Если девица Сильвия Фютвой когда-нибудь питала к нему действительное влечение, то понять это было нетрудно. Гораций Вентимор не был образцом мужской красоты, такие образцы часто встречаются только в романах, да и там не интересны, но его резко очерченное и чисто выбритое лицо дышало известным благородством, и если около рта слегка обозначились иронические черточки, зато серо-голубые глаза глядели замечательно открыто и приятно. Он был хорошо сложен и достаточно высок, чтобы никак не считаться приземистым; белокурый и бледный, но без оттенка болезненности, он производил впечатление человека, принимающего жизнь, как она есть, и с юмором встречающего те гучи, которые могли омрачить его горизонт.

Раздался стук в дверь, которая вела в кабинет Бивора, и влетел сам Бивор, красный, плотный человек с узенькими бачками.

— Слушайте, Вентимор, вы еще не сбежали с планами того дома, что строится у меня в Ларчмире? Потому что… Ах! Вот вы именно их просматриваете! Извиняюсь, что помешаю, но…

— Ничего, милейший, берите, пожалуйста, я уже просмотрел.

— Я сейчас еду в Ларчмир. Там надо принять материалы, а оттуда — в Фитльсдон. Это потребует времени, так что я пропаду на несколько дней. Харисана беру с собой. Ведь он вам здесь не понадобится?

Вентимор засмеялся.

— Ничего не поделаешь, я могу и без помощника. Вам он нужнее, чем мне. Вот ваши планы.

— Я и сам доволен ими, знаете, — сказал Бивор, — эта крыша ведь недурна? Хорошо, что мне пришло на ум положить на нее этот орнамент вдоль гребня. Вы видите, я воспользовался одним из ваших окошек с ничтожным добавлением. Я уже склонялся последовать вашему совету и сделать оба фасада одинаковыми, но потом решил, что так будет оригинальнее: тут — красный кирпич, а там — плитки.

— О, да, — согласился Вентимор, зная, что возражения бесполезны.

— Не думайте, конечно, — продолжал Бивор, — что я особенно стою за оригинальность для обывательских домов. Среднему клиенту не более нужен оригинальный дом, чем оригинальная шляпа. Он требует только того, что более или менее общепринято. Я часто думал, старина, что, может быть, именно поэтому вы и не преуспели… Ведь вы не в претензии за откровенность?

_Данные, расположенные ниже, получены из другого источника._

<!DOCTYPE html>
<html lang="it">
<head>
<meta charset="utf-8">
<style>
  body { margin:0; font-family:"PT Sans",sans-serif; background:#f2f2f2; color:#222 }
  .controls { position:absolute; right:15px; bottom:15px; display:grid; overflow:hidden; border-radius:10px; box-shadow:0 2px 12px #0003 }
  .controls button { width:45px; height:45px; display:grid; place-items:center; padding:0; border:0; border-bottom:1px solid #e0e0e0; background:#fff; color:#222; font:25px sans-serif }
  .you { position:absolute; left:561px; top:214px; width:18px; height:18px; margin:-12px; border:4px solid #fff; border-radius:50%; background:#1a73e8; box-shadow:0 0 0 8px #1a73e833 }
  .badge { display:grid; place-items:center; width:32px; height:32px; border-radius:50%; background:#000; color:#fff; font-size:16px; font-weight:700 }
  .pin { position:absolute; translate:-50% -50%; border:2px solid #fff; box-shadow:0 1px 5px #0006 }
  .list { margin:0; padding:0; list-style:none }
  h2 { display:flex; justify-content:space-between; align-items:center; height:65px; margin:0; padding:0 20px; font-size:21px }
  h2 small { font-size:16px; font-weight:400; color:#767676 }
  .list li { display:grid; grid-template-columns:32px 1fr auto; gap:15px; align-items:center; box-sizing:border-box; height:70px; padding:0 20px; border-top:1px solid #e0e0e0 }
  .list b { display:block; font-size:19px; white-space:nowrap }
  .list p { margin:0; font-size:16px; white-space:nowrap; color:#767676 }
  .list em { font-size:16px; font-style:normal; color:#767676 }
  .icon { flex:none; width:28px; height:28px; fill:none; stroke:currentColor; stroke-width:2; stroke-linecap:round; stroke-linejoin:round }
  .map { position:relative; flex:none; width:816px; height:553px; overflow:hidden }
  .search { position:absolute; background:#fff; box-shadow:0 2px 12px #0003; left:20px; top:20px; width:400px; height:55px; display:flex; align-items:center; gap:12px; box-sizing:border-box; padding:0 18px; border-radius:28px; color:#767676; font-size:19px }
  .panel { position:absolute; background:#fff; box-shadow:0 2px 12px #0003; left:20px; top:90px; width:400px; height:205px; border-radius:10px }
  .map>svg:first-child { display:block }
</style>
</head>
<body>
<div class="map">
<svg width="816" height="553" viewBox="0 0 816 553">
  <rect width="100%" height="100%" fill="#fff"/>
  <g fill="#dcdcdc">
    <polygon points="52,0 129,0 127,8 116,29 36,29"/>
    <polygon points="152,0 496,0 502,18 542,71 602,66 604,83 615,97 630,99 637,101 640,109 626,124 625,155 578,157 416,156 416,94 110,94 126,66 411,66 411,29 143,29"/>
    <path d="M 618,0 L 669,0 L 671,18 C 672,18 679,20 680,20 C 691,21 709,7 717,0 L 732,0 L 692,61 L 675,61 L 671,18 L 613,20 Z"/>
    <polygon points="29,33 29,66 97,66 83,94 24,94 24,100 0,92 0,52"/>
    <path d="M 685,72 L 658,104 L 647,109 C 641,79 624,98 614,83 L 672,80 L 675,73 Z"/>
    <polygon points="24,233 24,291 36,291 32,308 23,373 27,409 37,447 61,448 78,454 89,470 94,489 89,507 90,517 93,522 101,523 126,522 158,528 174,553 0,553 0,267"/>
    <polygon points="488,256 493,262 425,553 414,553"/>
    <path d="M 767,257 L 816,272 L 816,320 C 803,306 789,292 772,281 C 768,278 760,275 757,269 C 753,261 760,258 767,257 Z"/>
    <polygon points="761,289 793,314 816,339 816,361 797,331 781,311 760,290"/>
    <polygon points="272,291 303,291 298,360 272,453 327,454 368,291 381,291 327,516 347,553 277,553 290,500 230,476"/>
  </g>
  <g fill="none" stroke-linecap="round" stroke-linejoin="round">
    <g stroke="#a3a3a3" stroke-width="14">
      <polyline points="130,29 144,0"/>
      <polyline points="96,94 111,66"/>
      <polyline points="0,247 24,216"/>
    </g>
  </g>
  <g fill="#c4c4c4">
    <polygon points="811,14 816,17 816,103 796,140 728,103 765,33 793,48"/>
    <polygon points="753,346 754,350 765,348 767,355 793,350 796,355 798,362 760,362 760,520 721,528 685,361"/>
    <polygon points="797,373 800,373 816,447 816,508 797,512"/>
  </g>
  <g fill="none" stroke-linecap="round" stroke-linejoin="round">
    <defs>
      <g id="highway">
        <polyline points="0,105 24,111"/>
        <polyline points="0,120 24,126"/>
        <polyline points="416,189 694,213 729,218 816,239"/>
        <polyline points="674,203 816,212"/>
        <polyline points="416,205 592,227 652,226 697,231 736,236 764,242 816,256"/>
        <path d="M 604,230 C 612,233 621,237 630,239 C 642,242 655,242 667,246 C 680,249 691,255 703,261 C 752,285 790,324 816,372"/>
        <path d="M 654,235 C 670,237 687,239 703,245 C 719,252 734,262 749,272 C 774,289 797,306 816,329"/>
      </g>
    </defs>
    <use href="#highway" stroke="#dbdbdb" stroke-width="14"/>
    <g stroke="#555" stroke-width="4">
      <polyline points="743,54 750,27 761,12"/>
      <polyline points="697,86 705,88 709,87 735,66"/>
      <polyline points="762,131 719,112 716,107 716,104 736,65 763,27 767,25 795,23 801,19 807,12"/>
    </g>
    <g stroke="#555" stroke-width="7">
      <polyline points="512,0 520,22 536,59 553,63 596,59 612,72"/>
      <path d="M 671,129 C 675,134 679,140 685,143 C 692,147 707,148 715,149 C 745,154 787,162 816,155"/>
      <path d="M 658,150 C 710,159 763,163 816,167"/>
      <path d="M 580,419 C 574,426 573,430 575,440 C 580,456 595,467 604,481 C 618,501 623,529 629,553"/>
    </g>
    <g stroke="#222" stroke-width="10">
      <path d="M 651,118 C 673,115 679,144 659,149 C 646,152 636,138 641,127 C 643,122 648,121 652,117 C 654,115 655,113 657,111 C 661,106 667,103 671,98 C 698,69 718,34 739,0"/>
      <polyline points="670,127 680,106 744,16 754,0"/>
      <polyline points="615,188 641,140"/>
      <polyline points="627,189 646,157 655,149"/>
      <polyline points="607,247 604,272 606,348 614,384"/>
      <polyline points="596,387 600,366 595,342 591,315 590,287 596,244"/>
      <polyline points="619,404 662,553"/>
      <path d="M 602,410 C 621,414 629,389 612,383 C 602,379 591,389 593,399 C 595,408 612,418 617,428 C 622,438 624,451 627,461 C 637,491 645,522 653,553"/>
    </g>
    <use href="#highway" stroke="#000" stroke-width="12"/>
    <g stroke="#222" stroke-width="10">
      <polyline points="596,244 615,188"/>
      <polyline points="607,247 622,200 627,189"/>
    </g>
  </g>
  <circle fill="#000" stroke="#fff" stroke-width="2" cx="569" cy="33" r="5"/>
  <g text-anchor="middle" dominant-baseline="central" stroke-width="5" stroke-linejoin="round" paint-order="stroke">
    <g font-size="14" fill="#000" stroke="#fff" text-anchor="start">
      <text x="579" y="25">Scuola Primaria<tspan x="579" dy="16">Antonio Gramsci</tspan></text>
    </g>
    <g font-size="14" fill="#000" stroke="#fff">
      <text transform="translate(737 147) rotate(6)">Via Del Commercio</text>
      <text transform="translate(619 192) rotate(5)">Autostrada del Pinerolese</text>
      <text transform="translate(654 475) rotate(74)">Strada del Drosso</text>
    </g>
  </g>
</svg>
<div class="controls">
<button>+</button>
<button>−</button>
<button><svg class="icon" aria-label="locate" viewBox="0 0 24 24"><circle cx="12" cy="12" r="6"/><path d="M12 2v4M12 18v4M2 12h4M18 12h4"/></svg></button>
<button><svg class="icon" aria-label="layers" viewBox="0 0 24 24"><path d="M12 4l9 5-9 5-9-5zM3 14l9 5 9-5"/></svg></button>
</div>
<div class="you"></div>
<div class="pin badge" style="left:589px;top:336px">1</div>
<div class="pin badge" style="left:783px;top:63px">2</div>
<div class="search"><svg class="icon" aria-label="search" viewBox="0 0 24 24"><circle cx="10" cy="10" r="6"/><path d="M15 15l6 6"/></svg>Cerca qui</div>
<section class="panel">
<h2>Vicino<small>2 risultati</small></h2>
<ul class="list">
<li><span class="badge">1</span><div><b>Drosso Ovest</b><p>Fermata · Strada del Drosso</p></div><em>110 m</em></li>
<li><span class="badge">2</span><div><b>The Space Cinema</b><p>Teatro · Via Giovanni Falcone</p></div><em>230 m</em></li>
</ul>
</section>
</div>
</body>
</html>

— Ничуть, — весело ответил Вентимор, — откровенность есть цемент дружбы. Валяйте дальше!

— Я только хотел сказать, что вам не принесли пользы ваши оригинальные фантазии. Повези вам хоть завтра и получи вы заказ, я уверен, что вы бы напортили себе какой-нибудь особенной выдумкой.

— Такие соображения по меньшей мере преждевременны, так как на моем горизонте нет ни тени заказа.

— А мне повезло, едва я взялся за дело, — сказал Бивор. — Но главное в том, — продолжал он с оттенком самодовольства, — чтобы уметь воспользоваться случаем. Однако мне пора, а то пропущу поезд. Вы взгляните без меня на мою корреспонденцию и сообщите мне, о чем будет нужно. Ах, кстати, мне только что прислали смету Вудфордской школы. Посмотрите, пожалуйста, и скажите, верно ли. Да, еще новый флигель в Тускулум-Лодже… Вы можете вычертить его на досуге. Все найдете у меня в конторке. Спасибо, спасибо, мой милый!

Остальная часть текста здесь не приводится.